Let’s Talk Straight – What is Bitcoin? 1 1145

Unless you’ve been living in a cave lately, you’ve heard the B word uttered more than a few times. But what is all this talk of Bitcoin, and why is it causing so much hype? And while we’re on the subject… What is Bitcoin anyway?

Chances are, you’ve asked yourself or someone else that question on more than one occasion, but probably with unsatisfactory results. You know by now that it’s a currency, just like the dollar, except… nothing like the dollar.

You can’t physically hold Bitcoins, as they live only in cyberspace, and you probably wouldn’t be able to hold a handful of them anyway, since each Bitcoin is worth around $10,000.

If you keep hearing about people winning the cryptocurrency lottery and turning a few cents into millions of dollars, you might be tempted to take part.

Until you hear the other stories saying the Bitcoin bubble is about to burst and you decide to hold back.

So, let’s start at the very beginning.

What is Bitcoin?

Bitcoin is a digital currency, otherwise known as cryptocurrency. It was invented under the alias of Satoshi Nakamoto in 2009, with several goals. One, to cut out the middlemen (banks), as transactions can take place online from Bitcoin to Bitcoin with no fees and no delays. Small businesses don’t have to pay credit card transaction fees and we can do business internationally without converting currency.

Sounds pretty smart, right? Yes, but Bitcoin is not without its problems. Its decentralized nature means that no bank or institution controls the level of inflation, which means it’s highly volatile to peaks and troughs in value. What started out as a few cents on the dollar shot to a record high of almost $20,000 in December 2017 and then slumped back down to half of that within a few days.

Clearly, this makes stable business with Bitcoin currently impossible. And you may be asking, if one Bitcoin is so expensive, how are regular people getting involved?

Anyone can buy into Bitcoin because you don’t have to buy a whole Bitcoin; you can buy fractions of a Bitcoin, called Satoshi. Its skyrocketing value has led to many to call it “digital gold,” as most people treat Bitcoin as an investment and not a currency–at least, for now.

Types of Cryptocurrencies

Bitcoin isn’t the only cryptocurrency out there.
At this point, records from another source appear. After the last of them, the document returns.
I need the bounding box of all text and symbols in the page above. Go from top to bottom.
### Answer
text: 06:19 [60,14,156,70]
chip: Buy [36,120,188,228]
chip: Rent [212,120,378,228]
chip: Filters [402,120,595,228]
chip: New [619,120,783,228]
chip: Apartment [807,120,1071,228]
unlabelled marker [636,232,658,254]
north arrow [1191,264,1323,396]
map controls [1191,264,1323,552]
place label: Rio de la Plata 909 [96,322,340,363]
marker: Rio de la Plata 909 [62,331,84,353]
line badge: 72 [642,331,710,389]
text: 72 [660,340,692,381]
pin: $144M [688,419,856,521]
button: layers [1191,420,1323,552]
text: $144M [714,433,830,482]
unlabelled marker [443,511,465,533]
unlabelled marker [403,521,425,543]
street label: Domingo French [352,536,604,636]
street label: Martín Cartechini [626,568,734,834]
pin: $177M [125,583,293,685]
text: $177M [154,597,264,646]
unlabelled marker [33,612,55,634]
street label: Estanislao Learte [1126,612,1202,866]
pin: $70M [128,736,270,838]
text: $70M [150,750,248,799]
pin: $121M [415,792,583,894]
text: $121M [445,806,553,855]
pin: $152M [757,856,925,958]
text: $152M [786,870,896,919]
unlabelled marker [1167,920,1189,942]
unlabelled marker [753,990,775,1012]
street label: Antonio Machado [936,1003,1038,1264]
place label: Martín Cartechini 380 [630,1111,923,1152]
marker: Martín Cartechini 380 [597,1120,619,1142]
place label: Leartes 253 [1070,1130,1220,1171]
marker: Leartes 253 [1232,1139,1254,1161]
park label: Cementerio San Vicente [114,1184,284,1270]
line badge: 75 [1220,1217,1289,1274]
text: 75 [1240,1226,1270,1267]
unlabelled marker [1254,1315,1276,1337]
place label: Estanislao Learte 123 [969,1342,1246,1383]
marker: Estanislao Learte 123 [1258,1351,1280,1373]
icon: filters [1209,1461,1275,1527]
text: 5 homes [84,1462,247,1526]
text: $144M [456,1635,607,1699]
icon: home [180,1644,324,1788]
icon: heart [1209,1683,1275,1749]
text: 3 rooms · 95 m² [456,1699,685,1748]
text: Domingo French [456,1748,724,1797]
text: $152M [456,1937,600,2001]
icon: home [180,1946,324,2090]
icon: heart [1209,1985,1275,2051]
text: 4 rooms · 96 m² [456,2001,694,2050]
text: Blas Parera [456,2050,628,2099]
You probably already know that. What you may not know is that there are now close to 5,000 different cryptocurrencies available! Why? Each cryptocurrency is created for a different purpose. For example, Agrecoin is for agricultural transactions, Audiocoin for buying music, and so on.

But instead of analyzing every coin on this growing list, let’s give you a general idea. Cryptocurrencies can be broken down into three different types:

1. Coins

“Coins,” make up the first group of cryptocurrencies, (albeit digital ones). Coins use encryption techniques to regulate the generation of units of currency and verify fund transfers. The original crypto coin? You guessed it, Bitcoin. Instead of using these as coins though, Bitcoin has become more of an investment vehicle, with people investing and holding, rather than buying and selling.

2. Utility Tokens

If you’re looking to get the real use out of crypto, make a transaction and daily purchases, utility tokens are the best option. Ethereum is the best example of a utility token that helps waiver transaction costs and move money without fees. It still has a volatile value, but markedly less so than Bitcoin.

3. Tokenized Securities

Call them tokenized securities, or security tokens. Basically, the idea is the same. They represent shares in a business. Like buying into a project (such as the two currencies mentioned above, agrecoin and audiocoin).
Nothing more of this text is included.